Talk to users before you build anything動手做之前,先跟使用者說話

What Paul Graham, The Mom Test and the Superhuman story teach about the cheapest research method there is: a real conversation.Paul Graham、The Mom Test 和 Superhuman 的故事,教你用最便宜的研究方法:一場真實的對話。

Orange gradient banner with a question bubble and an answer bubble, illustrating user interviews before building a product

The most expensive way to learn what people want is to build it first and find out after launch. The three sources below share a cheaper method: go have real conversations, and know how to listen.

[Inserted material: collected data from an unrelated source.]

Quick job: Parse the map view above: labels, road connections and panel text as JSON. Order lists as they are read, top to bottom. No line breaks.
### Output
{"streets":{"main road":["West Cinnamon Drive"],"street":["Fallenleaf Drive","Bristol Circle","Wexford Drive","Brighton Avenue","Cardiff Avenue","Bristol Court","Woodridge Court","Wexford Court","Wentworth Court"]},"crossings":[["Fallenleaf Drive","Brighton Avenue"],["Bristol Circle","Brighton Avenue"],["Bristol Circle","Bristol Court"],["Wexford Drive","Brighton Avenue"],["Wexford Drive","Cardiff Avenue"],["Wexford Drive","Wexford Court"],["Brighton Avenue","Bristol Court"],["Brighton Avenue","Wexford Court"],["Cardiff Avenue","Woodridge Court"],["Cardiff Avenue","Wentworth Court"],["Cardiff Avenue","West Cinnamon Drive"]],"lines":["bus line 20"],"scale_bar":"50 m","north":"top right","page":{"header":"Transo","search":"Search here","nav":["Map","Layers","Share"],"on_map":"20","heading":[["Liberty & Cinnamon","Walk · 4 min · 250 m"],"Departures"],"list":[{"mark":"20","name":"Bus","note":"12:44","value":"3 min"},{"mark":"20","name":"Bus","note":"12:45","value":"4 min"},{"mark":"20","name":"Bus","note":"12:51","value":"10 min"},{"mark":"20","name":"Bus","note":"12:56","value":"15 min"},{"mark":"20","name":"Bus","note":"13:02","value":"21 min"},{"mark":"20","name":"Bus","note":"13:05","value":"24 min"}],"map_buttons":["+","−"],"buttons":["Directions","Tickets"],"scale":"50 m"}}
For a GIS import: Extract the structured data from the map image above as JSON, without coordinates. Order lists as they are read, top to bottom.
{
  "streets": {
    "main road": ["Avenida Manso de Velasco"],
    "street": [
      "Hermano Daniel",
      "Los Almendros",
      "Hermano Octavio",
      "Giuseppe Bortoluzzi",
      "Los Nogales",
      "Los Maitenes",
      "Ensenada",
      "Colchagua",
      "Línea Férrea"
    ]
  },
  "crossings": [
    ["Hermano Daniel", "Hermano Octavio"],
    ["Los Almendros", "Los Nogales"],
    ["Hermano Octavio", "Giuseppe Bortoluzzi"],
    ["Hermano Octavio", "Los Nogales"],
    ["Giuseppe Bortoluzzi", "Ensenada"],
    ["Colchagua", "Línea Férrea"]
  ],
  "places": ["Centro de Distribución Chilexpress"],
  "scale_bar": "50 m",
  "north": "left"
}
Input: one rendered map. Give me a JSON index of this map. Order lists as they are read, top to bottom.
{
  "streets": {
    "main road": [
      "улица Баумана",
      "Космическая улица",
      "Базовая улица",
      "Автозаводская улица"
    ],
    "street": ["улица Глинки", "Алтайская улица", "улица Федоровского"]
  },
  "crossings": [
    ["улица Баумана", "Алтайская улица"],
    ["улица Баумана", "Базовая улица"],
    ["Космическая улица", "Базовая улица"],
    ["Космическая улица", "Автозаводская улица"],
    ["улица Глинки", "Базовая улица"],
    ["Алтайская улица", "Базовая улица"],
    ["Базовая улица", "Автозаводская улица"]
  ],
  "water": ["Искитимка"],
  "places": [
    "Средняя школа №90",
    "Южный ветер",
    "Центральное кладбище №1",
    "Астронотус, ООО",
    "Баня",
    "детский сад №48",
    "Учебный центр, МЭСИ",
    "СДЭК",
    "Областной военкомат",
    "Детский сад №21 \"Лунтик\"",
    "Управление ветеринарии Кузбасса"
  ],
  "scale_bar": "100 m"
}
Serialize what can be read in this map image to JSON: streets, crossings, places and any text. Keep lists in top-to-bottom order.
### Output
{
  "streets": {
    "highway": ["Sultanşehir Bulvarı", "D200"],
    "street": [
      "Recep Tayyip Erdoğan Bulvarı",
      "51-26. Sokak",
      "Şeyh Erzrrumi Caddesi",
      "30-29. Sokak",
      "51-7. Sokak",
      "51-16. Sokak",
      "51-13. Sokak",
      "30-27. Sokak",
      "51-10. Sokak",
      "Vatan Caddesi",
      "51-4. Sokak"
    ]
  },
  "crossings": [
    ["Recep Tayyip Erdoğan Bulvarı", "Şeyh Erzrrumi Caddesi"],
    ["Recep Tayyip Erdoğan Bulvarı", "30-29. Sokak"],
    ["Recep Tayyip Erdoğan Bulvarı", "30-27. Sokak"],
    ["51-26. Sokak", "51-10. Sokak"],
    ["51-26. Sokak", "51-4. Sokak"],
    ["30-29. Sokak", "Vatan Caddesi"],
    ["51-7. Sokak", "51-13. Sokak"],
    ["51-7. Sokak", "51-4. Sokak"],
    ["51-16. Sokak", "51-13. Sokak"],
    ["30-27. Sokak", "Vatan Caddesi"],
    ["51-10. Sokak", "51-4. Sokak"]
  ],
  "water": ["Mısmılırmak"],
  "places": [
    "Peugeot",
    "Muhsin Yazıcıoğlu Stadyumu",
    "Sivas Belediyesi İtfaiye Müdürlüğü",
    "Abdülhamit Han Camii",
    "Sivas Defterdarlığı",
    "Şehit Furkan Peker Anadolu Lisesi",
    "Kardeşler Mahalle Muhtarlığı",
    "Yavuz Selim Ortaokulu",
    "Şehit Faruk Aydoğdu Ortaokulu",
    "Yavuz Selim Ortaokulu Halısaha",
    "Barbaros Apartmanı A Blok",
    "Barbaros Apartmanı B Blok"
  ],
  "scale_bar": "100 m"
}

Live in the future, then notice what is missing

Paul Graham argues the best startup ideas are noticed, not brainstormed. You put yourself among real users, watch what they struggle with, and the idea appears as a gap in their day. Talking to users is not validation theater; it is where the idea itself comes from.

Ask about their life, not your idea

The Mom Test’s rule is blunt: never pitch, and never ask “would you use this?” People lie to be polite. Ask what they did last week, what it cost them, what they tried before. Facts about the past are evidence; opinions about the future are noise.

Turn conversations into a number

Superhuman’s team asked users one question: how would you feel if you could no longer use the product? Tracking the share who answered “very disappointed” turned fuzzy feedback into a metric they could improve deliberately, segment by segment. Conversations scale when you score them.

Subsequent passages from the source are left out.